If you're having trouble using the batch file, if you've got the ZoneAlarm firewall running, close it from the System tray, head for the \Windows\Internet Logs folder, and delete the TVDEBUG.log file. Once that's done, re-launch ZoneAlarm.

Don't have ZoneAlarm? You can download it from PC World.

Dig This: Imagine you're facing a big project (like writing this newsletter) and you need a diversion. No problem. Click over to the Neen site and check out samples of the artists' work: (Hint: Click on the numbers, not the names.)

Look at Those Duplicates

Getting rid of duplicate files can be tricky, even with Duplicate File Finder, the free program I mentioned in my column.

My strategy is simple (and relatively risk free): I take the time to examine the folders where each set of duplicates reside. I'm just looking for important hard drive wasters, such as duplicate video or image files. If one of the two files is located in the Windows folder, or any of the Windows subfolders, I leave it alone.

Looking Over Your Hard Drive

I like Windirstat, the free utility I picked as the Hassle-Free PC Tool of the Month.

But there are alternatives. SequoiaView uses a visualization technique called "cushion treemaps" to provide you with a single picture of the entire contents of your hard drive. You can use it to locate those large files that you haven't accessed in one year, or to quickly locate the largest picture files on your drive.

Dig This: Warning! Don't play with Fly Guy if you've got work to do. [With thanks to Harry M.] Hint: After you click, use your arrow keys. And be sure to head up to outer space.

Back Up Your Critical Drivers

Have you backed up your drivers recently? Yep, I know, all of you have a full and complete backup of your entire drive. But wouldn't it be handy to have just the critical drivers for, say, your mouse, graphics adapter, printers, and who-knows-what-other-devices in one spot?

Why would you want a driver backup? If you're reinstalling Windows, what better than to have all your drivers in one spot, ready for those pesky hardware devices ranting for their driver. Or if one hardware device goes kaflooey, say, your printer, Windows will pop up and try to reinstall the hardware's driver. If you don't have the original CD handy (or even if you do), it's much easier to aim Windows to your new "driver backup" folder to find the driver.

Drive Those Choices

WinDriversBackup finds all the essential hardware (and some software) drivers on your PC and backs them up. It works by creating a folder and copying all the drivers to individual folders with the name of the driver.

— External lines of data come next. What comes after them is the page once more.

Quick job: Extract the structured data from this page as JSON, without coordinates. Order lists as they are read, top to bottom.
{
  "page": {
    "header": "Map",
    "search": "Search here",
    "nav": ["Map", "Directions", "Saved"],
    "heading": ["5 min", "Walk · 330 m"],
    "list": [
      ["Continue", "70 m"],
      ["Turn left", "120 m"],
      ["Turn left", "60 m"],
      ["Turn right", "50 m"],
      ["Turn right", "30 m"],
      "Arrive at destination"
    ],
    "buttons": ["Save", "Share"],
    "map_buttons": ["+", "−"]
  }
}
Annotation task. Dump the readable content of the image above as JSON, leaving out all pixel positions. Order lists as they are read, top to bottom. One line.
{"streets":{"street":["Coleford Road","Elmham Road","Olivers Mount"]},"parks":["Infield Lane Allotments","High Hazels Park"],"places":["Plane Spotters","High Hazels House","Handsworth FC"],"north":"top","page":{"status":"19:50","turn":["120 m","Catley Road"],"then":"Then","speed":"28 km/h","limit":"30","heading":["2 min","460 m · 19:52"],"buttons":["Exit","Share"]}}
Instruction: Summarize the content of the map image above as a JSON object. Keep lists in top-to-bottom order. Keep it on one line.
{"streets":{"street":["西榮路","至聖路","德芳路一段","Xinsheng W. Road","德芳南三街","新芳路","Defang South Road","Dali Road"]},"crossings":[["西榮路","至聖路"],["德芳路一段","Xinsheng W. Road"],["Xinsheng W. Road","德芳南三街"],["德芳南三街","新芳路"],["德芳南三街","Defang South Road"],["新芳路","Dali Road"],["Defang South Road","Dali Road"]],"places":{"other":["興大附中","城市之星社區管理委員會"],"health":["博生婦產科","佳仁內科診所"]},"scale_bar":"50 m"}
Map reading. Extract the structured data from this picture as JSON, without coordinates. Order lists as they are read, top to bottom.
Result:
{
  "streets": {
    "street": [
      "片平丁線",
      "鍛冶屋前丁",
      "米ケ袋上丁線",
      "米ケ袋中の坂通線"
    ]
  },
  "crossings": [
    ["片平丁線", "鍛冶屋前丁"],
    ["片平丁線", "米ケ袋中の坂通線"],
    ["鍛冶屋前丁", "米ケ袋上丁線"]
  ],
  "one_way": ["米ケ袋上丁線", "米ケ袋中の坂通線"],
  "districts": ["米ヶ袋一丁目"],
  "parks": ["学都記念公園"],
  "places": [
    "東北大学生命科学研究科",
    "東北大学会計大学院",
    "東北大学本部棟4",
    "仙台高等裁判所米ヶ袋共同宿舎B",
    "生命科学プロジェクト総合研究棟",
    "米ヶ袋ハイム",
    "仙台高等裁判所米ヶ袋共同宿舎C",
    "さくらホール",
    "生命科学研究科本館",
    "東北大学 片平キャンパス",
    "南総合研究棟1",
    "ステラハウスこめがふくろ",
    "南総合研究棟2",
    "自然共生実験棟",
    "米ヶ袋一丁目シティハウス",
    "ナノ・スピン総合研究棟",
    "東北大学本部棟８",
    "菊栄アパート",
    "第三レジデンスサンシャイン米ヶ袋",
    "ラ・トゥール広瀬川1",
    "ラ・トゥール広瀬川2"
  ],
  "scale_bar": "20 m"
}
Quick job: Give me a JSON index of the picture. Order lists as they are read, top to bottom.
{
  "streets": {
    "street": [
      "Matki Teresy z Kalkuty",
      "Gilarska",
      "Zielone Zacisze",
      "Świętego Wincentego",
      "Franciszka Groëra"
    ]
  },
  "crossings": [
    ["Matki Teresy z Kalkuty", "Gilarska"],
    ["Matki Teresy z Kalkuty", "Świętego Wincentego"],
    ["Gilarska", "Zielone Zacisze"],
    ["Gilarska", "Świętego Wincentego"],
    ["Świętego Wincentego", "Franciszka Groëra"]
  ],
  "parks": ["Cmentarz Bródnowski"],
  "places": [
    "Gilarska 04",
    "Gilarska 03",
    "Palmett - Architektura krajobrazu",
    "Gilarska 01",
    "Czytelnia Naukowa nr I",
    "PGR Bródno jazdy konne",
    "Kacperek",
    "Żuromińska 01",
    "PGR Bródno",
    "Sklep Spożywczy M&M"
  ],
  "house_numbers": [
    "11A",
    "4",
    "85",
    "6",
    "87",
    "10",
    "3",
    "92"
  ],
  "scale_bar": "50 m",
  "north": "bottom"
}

Just as good is DriverMax, also free, because it not only backs up all your drivers, it also zips them all into one handy file.

Of course, you're now a batch file expert. You might as well look at Lincoln Spector's batch file, which backs up all drivers to a folder.

Double-Check Your PC With Free Web Scans

Trust, but verify. It's a good motto to keep in mind when thinking about your antivirus and anti-spyware software. There's no harm in running an extra scan-- and who knows, it may prompt you to switch to a product that's more effective than the one you're using.